81 Views Asked by At

In Deep Learning (page 85) it is stated that:

Using the chain rule, we can see that $\frac{\partial}{\partial\alpha}f(\mathbf{x} + \alpha\mathbf{u})$ evaluates to $\mathbf{u}^T\nabla_{\mathbf{x}}f(\mathbf{x})$ when $\alpha=0$.

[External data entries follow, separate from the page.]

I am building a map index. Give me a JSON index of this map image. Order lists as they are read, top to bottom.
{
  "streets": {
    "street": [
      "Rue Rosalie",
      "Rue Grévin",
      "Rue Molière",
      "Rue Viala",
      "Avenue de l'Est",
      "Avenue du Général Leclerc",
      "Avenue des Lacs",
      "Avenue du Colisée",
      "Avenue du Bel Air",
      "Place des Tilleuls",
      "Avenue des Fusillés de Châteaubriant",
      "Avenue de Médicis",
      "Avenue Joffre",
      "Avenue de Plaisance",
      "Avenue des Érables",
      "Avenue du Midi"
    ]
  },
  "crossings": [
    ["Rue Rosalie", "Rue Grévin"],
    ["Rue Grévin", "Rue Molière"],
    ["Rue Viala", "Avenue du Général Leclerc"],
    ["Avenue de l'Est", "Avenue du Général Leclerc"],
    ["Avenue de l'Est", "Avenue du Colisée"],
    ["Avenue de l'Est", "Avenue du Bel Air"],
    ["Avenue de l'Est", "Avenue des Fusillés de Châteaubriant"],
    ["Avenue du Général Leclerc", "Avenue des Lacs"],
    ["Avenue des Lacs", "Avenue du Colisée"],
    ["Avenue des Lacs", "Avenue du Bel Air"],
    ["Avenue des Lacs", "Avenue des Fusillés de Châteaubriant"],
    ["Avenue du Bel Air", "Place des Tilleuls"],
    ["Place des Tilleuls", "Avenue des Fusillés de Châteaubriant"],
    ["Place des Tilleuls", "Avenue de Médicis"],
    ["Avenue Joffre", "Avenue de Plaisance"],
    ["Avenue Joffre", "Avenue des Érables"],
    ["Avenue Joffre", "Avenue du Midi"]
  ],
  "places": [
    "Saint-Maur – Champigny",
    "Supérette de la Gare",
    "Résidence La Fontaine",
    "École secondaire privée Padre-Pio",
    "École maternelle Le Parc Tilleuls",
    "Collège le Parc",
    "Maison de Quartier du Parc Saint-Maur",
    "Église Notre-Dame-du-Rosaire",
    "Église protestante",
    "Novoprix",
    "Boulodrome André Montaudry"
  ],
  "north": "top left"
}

While I think to have understood that $\frac{\partial}{\partial\alpha}f(\mathbf{x} + \alpha\mathbf{u})$ is the directional derivative of $f(\mathbf{x})$ in the direction of $\mathbf{u}$, I still miss how to do the derivation using the chain rule.

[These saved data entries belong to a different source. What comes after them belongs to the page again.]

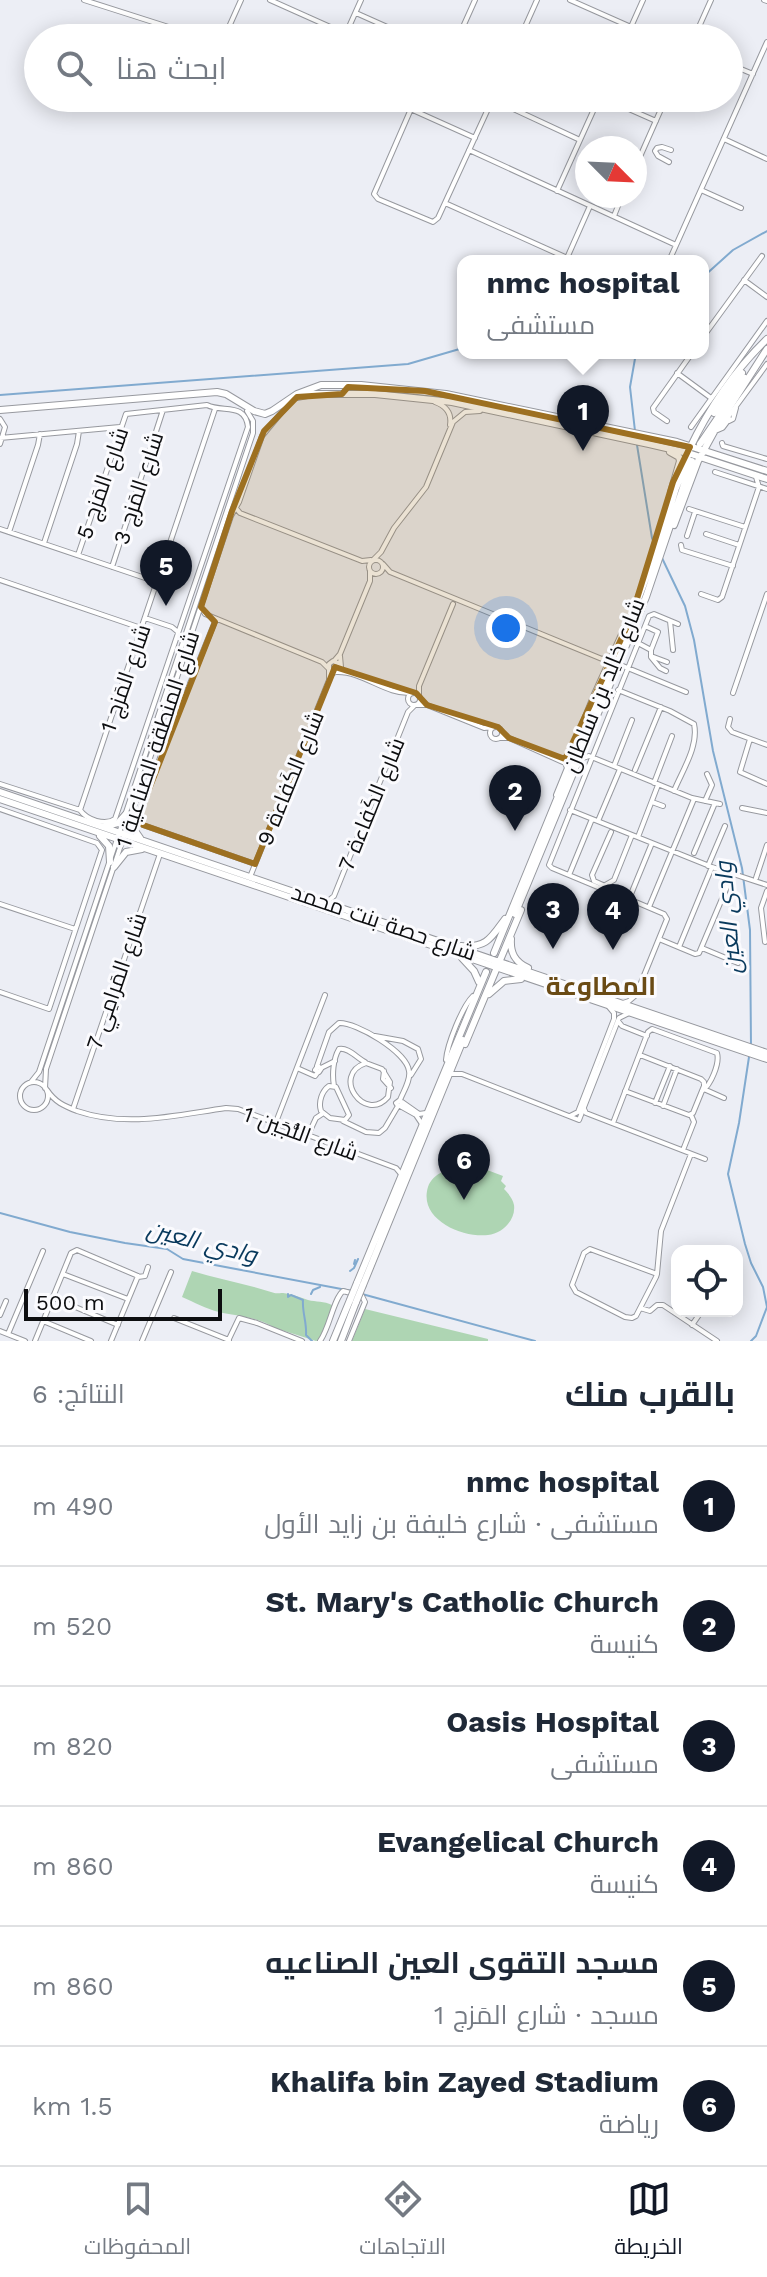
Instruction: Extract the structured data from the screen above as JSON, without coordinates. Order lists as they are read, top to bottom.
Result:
{
  "streets": {
    "main road": ["شارع خالِد بن سلطان", "شارع حصة بنت محمد"],
    "street": [
      "شارع المَزج 5",
      "شارع المَزج 3",
      "شارع المَزج 1",
      "شارع المنطقة الصناعية 1",
      "شارع الكَفاءة 9",
      "شارع الكَفاءة 7",
      "شارع المَرامِي 7",
      "شارع اللُّجَين 1"
    ]
  },
  "crossings": [
    ["شارع المَزج 5", "شارع المَزج 3"],
    ["شارع خالِد بن سلطان", "شارع حصة بنت محمد"],
    ["شارع المنطقة الصناعية 1", "شارع حصة بنت محمد"],
    ["شارع المنطقة الصناعية 1", "شارع اللُّجَين 1"],
    ["شارع الكَفاءة 9", "شارع حصة بنت محمد"],
    ["شارع الكَفاءة 7", "شارع حصة بنت محمد"],
    ["شارع حصة بنت محمد", "شارع المَرامِي 7"],
    ["شارع المَرامِي 7", "شارع اللُّجَين 1"]
  ],
  "districts": ["المطاوعة"],
  "water": ["وادي العين"],
  "scale_bar": "500 m",
  "north": "bottom right",
  "page": {
    "search": "ابحث هنا",
    "popup": ["nmc hospital", "مستشفى"],
    "pins": [
      "1",
      "5",
      "2",
      "3",
      "4",
      "6"
    ],
    "scale": "500 m",
    "heading": ["بالقرب منك", "النتائج: 6"],
    "list": [
      {
        "mark": "1",
        "name": "nmc hospital",
        "note": "مستشفى · شارع خليفة بن زايد الأول",
        "value": "490 m"
      },
      {
        "mark": "2",
        "name": "St. Mary's Catholic Church",
        "note": "كنيسة",
        "value": "520 m"
      },
      {
        "mark": "3",
        "name": "Oasis Hospital",
        "note": "مستشفى",
        "value": "820 m"
      },
      {
        "mark": "4",
        "name": "Evangelical Church",
        "note": "كنيسة",
        "value": "860 m"
      },
      {
        "mark": "5",
        "name": "مسجد التقوى العين الصناعيه",
        "note": "مسجد · شارع المَزج 1",
        "value": "860 m"
      },
      {
        "mark": "6",
        "name": "Khalifa bin Zayed Stadium",
        "note": "رياضة",
        "value": "1.5 km"
      }
    ],
    "nav": ["الخريطة", "الاتجاهات", "المحفوظات"]
  }
}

Also, does $\alpha=0$ mean that we are taking an infinitesimal step in the direction of $\mathbf{u}$?

2

There are 2 best solutions below

2
On BEST ANSWER

Suppose we are in $\mathbb R^2$. The generalisation to $\mathbb R^n$ is immediate. Write

$$f({\bf x}+\alpha{\bf u}) = f(x_1+\alpha u_1,x_2+\alpha u_2).$$

By the chain rule, $$\frac{\partial}{\partial \alpha}f({\bf x}+\alpha{\bf u}) = \frac{\partial f}{\partial x_1}({\bf x}+\alpha{\bf u}) \frac{\partial(x_1+\alpha u_1)}{\partial \alpha} + \frac{\partial f}{\partial x_2}({\bf x}+\alpha{\bf u}) \frac{\partial(x_2+\alpha u_2)}{\partial \alpha} $$

$$= u_1 \frac{\partial f}{\partial x_1}({\bf x}+\alpha{\bf u}) + u_2 \frac{\partial f}{\partial x_2}({\bf x}+\alpha{\bf u}) = {\bf u}^T \nabla_{\bf x} f({\bf x}+\alpha{\bf u}). $$

0
On

You have to see the expression for $f(\mathbf{x} + \alpha \mathbf{u})$ as a composition of two functions, $h:\mathbb{R} \to \mathbb{R}^n$ and the given $f:\mathbb{R}^n \to \mathbb{R}$. So, if we let $h$ be defined as $\mathbf{h}(\alpha) = \mathbf{x} + \alpha \mathbf{u}$, then, the chain rule gives

$$\frac{\partial}{\partial\alpha} f\circ h\mid_{\alpha = 0} = \nabla_{h(0)}f\cdot \frac{\partial}{\partial\alpha}\mathbf{h}\mid_{\alpha = 0},$$

but, $\nabla_{h(0)}f = \nabla_xf$, $\frac{\partial}{\partial\alpha}\mathbf{h}\mid_{\alpha = 0} = \mathbf{u}$, and the dot product can be expressed either as $(\nabla_xf)^T\mathbf{u}$ or $\mathbf{u}^T\nabla_xf$.